In Aristotle, one finds considerations of a very different character, where it is also a matter of qualities, which, however, are definitely not sensible qualities, properly speaking. These
considerations are based, indeed, on the combinations of hot and cold, which are respectively principles of expansion and condensation, with dry and wet; fire is hot and dry, air is hot and wet, water cold and wet, earth cold and dry. The groupings of these four qualities, which confront each other in two pairs, only concern, therefore, the four ordinary elements, excluding ether, which, moreover, is justified by the remark that either, as primordial element, must contain the groups of opposing or complementary qualities, coexisting, thus, in the neutral state inasmuch as they balance each other there perfectly and previous to their differentiation, which may be regarded as resulting precisely from a rupture in this original equilibrium.
Ether must, therefore, be represented as situated at the point where oppositions do not yet exist, but through the leaving of which they are produced, that is, at the centre of the figure of the cross whose branches correspond to the four other elements. And this representation is effectively the one adopted by the Medieval Hermetics, who expressly admit ether by the name 'quintessence'
(quinta essentia), which, moreover, implies an enumeration of the elements in an ascending or 'regressive' order that is inverse of the order of their production, for otherwise ether would be the first element and not the fifth. One can note also that it is really a question of a 'substance' and not an 'essence', and, in this regard, the expression used shows a frequent confusion in medieval Latin terminology, where this distinction between 'essence' and 'substance', in the sense that we have indicated, appears never to have been made very clearly, as one can only too easily realise in scholastic philosophy. [3]
While we are with these comparisons, we must still, on the other hand, warn against a false assimilation to which Chinese doctrine sometimes gives rise, where one finds something that one also ordinarily designates as the 'five elements'. The latter are enumerated, thus; water, wood, fire, earth, metal, this order being considered, in this case also, as the order of production. Something that could mislead is that the number is the same in both cases, and that, out of five terms, three carry equivalent denominations. But to what can the two other ones correspond, and how to make the order indicated her coincide with the order in Hindu doctrine? [4] The truth is that, despite the apparent similarities, it is a question here of a very different point of view, which it would, moreover, be irrelevant to examine here; and to avoid all confusion, it would certainly be better to translate the Chinese term hing by something other than 'elements', by agents for example, as has been proposed, [5] which is at the same time closer to its real meaning.

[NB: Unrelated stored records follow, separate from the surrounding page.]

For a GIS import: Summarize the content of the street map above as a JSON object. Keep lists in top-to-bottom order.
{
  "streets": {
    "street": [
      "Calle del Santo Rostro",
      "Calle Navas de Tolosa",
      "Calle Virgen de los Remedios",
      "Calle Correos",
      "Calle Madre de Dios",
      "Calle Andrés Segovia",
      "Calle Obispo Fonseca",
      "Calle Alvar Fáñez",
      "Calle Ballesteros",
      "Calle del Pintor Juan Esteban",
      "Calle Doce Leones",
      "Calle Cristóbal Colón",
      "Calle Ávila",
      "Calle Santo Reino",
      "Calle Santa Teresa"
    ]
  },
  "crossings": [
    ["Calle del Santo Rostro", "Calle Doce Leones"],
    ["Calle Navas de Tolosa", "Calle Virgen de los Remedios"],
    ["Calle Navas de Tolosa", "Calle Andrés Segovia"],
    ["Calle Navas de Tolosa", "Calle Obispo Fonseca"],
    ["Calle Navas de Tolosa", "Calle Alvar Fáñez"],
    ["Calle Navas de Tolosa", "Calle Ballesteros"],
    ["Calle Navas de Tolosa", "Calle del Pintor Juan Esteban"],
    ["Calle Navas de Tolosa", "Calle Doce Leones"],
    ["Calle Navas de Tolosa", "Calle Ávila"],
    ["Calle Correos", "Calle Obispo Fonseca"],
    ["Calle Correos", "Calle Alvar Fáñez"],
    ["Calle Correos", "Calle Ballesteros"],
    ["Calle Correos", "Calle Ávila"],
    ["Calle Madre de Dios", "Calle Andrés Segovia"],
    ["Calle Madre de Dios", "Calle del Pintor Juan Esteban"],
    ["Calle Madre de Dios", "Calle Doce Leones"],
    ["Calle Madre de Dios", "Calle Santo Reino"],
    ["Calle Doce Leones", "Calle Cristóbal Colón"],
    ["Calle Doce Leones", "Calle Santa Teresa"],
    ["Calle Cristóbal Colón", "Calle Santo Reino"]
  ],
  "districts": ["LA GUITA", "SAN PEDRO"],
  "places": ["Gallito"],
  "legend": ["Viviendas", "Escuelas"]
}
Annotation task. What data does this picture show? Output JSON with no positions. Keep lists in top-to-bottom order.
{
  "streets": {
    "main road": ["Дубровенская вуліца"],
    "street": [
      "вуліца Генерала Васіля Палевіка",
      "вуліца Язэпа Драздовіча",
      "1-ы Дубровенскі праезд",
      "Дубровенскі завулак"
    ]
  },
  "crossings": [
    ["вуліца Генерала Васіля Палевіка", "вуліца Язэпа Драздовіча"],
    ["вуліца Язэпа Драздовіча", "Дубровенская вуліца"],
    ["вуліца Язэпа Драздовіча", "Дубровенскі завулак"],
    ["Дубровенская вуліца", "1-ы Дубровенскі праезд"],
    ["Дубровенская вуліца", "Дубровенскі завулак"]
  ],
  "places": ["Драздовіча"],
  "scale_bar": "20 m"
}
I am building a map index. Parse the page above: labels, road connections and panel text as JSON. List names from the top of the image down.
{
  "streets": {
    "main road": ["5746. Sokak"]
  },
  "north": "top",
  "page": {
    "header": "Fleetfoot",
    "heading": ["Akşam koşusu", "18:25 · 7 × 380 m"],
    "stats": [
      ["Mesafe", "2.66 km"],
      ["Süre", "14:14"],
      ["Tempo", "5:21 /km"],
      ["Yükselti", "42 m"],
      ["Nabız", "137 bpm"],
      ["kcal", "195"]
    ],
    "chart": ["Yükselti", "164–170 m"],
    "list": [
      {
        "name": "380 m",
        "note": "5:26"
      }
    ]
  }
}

Having made these remarks, we must now, if we wish to make precise the notion of elements, first of all set aside, though briefly, several erroneous opinions fairly commonly widespread on this subject in this day and age. In the first place, there is hardly any need to say that, if the elements are the constituent principles of bodies, it is in a very different sense than the one in which the chemists view the constitution of these bodies, when they consider them as resulting from the combination of certain 'simple elements' or some such. On the one hand, the multiplicity of elements called 'simple' is manifestly opposed to this assimilation, and, on the other, it is not at all proved that these elements really are simple, this name only being given, in fact, to those that the chemists don't know how to further decompose. In any case, other 'elements' are not chemical elements, even simple ones, but clearly substantial principles from which the latter are formed. One must not be deceived by the fact that they are designated by analogy with names which can be at the same time names of certain chemical elements, to which they are in no way identical for all that; each of the latter, whatever it be, proceeds in reality from the group of five elements, although there may be in its nature a certain predominance of one or other element.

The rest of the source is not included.